Chapman, in an interview with reporters here, noted that there airlines are opting more for customer self-service, which can cover from online booking of flights all the way to checking in. “In some countries, travelers can even check in using their Blackberry phones or iPhones. But customer self-service has notably improve the customer experience, improved customer service itself, and translated to savings for airline companies,” he explained.
He said that airlines are also beginning to seek IT solutions that are capable of managing passenger experience end to end.
In Asia-Pacific, many of the leading players are on their way to IT transformation. Qantas became the first airline globally to complete migration to Amadeus’ Altea customer management system (CMS). Cathay Pacific and Singapore Airlines are implementing the Altea system by 2011 and 2012, respectively. Amadeus has also entered into a memorandum of understanding with Asiana Airlines and Thai Airways for an implementation of Altea.

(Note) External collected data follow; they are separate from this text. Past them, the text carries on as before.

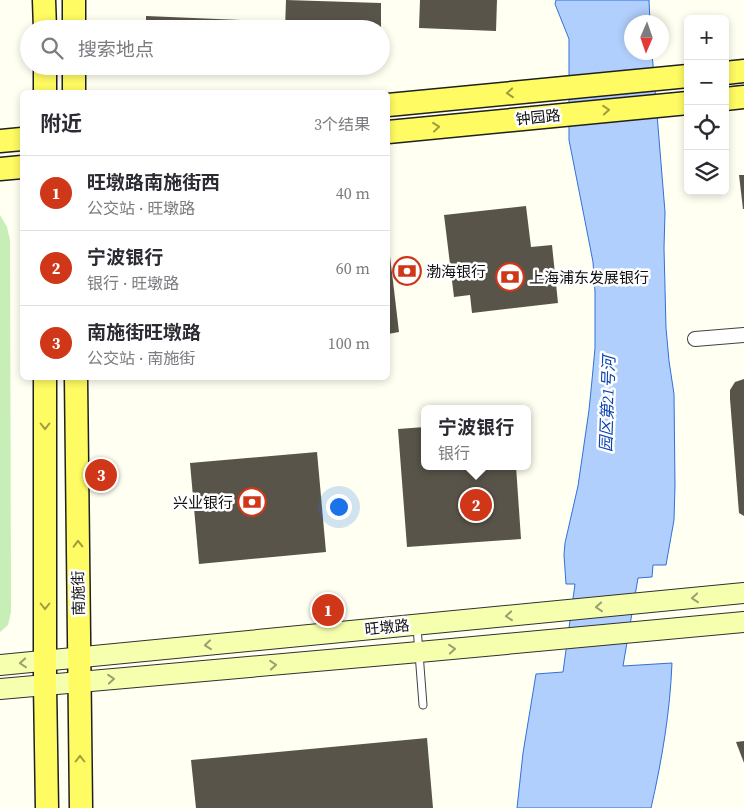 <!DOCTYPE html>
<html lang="zh">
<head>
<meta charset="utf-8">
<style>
	:root { --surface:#fff; --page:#f7f7f7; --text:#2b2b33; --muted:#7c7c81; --line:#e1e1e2; --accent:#cf3718 }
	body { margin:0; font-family:"Source Serif 4","Noto Sans SC",serif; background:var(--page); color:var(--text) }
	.controls { position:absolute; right:15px; top:15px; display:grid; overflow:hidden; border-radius:8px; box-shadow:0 2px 8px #0003 }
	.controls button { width:45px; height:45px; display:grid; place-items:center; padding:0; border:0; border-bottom:1px solid var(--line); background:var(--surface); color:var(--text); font:25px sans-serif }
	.compass { position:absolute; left:624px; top:15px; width:45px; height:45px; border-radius:50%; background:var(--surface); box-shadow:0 2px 8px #0003; rotate:182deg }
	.you { position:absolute; left:338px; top:506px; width:18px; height:18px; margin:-12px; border:4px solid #fff; border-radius:50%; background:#1a73e8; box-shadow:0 0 0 8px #1a73e833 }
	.badge { display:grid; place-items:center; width:32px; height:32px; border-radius:50%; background:var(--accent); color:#fff; font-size:16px; font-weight:700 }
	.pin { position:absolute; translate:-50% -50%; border:2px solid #fff; box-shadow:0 1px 5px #0006 }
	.popup { position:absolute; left:421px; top:405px; width:110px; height:65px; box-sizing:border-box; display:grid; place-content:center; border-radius:8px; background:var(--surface); filter:drop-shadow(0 1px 4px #0005); font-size:16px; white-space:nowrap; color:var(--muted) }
	.popup b { font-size:19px; color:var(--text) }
	.popup::after { content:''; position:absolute; left:50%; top:100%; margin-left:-10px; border:10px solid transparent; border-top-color:var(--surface) }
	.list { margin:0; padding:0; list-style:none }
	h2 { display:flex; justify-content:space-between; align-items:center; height:65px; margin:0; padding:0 20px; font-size:21px }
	h2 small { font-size:16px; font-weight:400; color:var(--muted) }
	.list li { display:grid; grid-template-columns:32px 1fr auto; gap:15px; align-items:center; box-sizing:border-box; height:75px; padding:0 20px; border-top:1px solid var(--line) }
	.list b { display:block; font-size:19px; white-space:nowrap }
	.list p { margin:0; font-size:16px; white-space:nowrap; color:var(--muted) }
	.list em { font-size:16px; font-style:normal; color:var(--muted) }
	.icon { flex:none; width:28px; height:28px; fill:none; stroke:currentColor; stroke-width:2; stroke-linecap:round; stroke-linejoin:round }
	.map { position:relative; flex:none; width:744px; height:808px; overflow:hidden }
	.search { position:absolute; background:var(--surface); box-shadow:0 2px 8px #0003; left:20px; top:20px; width:370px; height:55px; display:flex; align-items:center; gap:12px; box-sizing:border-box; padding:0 18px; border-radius:28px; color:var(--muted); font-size:19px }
	.panel { position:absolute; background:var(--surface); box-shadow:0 2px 8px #0003; left:20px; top:90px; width:370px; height:290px; border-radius:8px }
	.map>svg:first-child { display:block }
	.green { fill:#c7eeb7 }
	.water { fill:#b1cffc; stroke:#3071db }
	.building { fill:#59544a }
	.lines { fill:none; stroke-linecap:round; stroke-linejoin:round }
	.lane-casing { stroke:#424242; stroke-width:9 }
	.street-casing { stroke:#424242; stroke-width:16 }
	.secondary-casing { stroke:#313131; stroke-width:22 }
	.primary-casing { stroke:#202020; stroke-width:25 }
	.lane { stroke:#fff; stroke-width:7 }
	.street { stroke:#fff; stroke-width:14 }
	.secondary { stroke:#f6ffad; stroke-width:20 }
	.primary { stroke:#fffb62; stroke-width:22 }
	.oneway { stroke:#9f9d41 }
	.oneway2 { stroke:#9a9f6e }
	.labels { text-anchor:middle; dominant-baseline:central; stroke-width:5; stroke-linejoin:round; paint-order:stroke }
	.street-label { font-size:15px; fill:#0f0f0f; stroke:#fff }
	.poi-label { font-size:15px; fill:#0f0f0f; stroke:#fff; text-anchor:start }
	.water-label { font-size:16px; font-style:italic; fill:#0a43b0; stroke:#fff }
</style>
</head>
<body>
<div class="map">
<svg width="744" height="808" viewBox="0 0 744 808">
	<rect width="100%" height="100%" fill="#fffff2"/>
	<!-- green -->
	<path class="green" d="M 0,215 L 7,227 L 10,240 L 11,612 L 8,625 L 0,632 Z"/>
	<!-- water -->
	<path class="water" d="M 556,0 L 649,0 L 650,22 L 632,22 L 632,52 L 652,53 L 665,212 L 664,248 L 666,328 L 669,361 L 674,394 L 675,486 L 674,520 L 666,565 L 653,565 L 652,577 L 638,578 L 623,666 L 672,663 C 670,712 662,760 651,808 L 517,808 L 523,753 L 536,674 L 563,672 L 575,584 L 566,584 L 564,555 L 565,543 L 578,486 L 589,410 L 592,380 L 595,348 L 595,292 L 593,262 L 585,221 L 569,140 L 569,39 L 555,4 Z"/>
	<!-- building -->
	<g class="building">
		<path d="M 286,0 L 381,3 L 381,29 L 285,29 Z"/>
		<path d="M 420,0 L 497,0 L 496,31 L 419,28 Z"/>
		<path d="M 146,16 L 241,20 L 240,29 L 146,29 Z"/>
		<path d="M 739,175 L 744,175 L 744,209 L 743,209 Z"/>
		<path d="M 526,206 L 531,247 L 552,245 L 558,303 L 472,313 L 470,295 L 454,297 L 444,215 Z"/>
		<path d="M 388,248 L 389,248 L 399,332 L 388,334 Z"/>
		<path d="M 744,379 L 744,516 L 739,513 L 730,399 L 730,390 L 735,382 Z"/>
		<path d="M 425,427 L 425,466 L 516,466 L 521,539 L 407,547 L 398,429 Z"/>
		<path d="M 317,452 L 326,552 L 199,564 L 190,463 Z"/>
		<path d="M 427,738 L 433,808 L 196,808 L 191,760 Z"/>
		<path d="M 744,741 L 744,763 L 736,742 Z"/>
	</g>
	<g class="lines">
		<defs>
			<path id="lane" d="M 417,627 L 423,705"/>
			<path id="street" d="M 695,339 L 744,335"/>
			<g id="secondary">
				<path d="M 0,665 L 744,593"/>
				<path d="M 0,689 L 419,652 L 744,622"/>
			</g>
			<g id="primary">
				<path d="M 44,0 L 45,29"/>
				<path d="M 74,0 L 74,29"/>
				<path d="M 45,66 L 45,92"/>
				<path d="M 74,66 L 74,92"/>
				<path d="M 725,73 L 744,71"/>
				<path d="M 725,99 L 744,97"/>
				<path d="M 388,105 L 688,76"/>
				<path d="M 388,132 L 688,103"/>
				<path d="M 0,141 L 22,139"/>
				<path d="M 0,169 L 22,167"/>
				<path d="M 45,378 L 45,685 L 47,808"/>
				<path d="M 76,378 L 81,808"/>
			</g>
		</defs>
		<!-- lane casing -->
		<use href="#lane" class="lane-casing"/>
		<!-- street casing -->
		<use href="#street" class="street-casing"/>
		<!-- secondary casing -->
		<use href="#secondary" class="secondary-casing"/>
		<!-- primary casing -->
		<use href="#primary" class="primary-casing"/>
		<!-- lane -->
		<use href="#lane" class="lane"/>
		<!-- street -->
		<use href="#street" class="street"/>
		<!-- secondary -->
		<use href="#secondary" class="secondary"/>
		<!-- primary -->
		<use href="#primary" class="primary"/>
	</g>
	<!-- one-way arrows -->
	<defs><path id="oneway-chevron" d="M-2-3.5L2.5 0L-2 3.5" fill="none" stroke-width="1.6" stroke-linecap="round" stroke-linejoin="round" transform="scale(1.25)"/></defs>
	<g class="oneway">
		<use href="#oneway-chevron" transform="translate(510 93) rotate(175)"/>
		<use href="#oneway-chevron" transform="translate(606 110) rotate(-5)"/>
		<use href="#oneway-chevron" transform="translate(436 127) rotate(-6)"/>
		<use href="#oneway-chevron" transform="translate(45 426) rotate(90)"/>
		<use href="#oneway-chevron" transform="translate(78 544) rotate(-91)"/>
		<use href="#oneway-chevron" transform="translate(45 606) rotate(90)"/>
		<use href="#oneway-chevron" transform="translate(80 759) rotate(-90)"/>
	</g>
	<g class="oneway2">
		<use href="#oneway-chevron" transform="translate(695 598) rotate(175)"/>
		<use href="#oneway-chevron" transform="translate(599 607) rotate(175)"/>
		<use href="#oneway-chevron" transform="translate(509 616) rotate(175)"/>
		<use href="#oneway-chevron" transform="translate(208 645) rotate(174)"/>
		<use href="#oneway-chevron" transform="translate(452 649) rotate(-5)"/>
		<use href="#oneway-chevron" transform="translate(23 663) rotate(175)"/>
		<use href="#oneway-chevron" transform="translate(273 665) rotate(-5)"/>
		<use href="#oneway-chevron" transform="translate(111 679) rotate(-5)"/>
	</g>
	<!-- icons -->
	<defs>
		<symbol id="bank-ring" viewBox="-11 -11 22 22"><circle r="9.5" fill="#fff" stroke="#cf3718" stroke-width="1.5"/><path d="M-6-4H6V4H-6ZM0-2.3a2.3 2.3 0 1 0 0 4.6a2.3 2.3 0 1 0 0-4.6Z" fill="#cf3718"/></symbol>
	</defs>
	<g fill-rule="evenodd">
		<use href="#bank-ring" x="391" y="255" width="32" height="32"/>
		<use href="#bank-ring" x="494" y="261" width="32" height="32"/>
		<use href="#bank-ring" x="236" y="486" width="32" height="32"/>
	</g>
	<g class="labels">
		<!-- street labels -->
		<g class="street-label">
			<text transform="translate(538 117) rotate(-6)">钟园路</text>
			<text transform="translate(78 593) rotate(-91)">南施街</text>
			<text transform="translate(387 627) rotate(-6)">旺墩路</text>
		</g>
		<!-- poi labels -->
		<g class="poi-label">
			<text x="426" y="271">渤海银行</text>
			<text x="529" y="277">上海浦东发展银行</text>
			<text x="233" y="502" text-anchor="end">兴业银行</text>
		</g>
		<!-- water labels -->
		<g class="water-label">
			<text transform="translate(607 404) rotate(-88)">园区第21号河</text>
		</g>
	</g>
</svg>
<div class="controls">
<button>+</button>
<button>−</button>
<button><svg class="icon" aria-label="locate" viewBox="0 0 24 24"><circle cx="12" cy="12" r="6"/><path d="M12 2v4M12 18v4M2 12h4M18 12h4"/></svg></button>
<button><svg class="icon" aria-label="layers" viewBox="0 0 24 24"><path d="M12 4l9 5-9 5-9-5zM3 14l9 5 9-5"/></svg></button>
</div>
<svg class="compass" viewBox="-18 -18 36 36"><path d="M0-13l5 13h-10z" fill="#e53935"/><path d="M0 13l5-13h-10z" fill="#7c7c81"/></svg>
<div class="you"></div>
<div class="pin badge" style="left:328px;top:610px">1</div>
<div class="pin badge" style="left:476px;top:505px">2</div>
<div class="popup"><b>宁波银行</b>银行</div>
<div class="pin badge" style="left:101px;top:475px">3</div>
<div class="search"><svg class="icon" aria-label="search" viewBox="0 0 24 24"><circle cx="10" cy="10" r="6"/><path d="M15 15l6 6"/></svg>搜索地点</div>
<section class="panel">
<h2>附近<small>3个结果</small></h2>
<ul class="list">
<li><span class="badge">1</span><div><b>旺墩路南施街西</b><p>公交站 · 旺墩路</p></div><em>40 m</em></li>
<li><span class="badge">2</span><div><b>宁波银行</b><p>银行 · 旺墩路</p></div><em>60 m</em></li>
<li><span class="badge">3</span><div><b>南施街旺墩路</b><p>公交站 · 南施街</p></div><em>100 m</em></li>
</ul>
</section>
</div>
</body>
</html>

Altea covers three areas: reservation, inventory, and departure. Qantas and V Australia are implementing the whole suite while KLM, Lufthansa, Air France and British Airways are using the first two as their own platform.
In the Philippines, Chapman revealed that they are in talks with Philippine Airlines for the implementation of the Altea airline IT system. Amadeus currently takes care of PAL travel distribution needs on a non-exclusive basis, allowing PAL to hook up with travel agencies globally. The company also handles Cebu Pacific on an exclusive basis and is set to enter into similar agreements with SeaAir and Zest Air.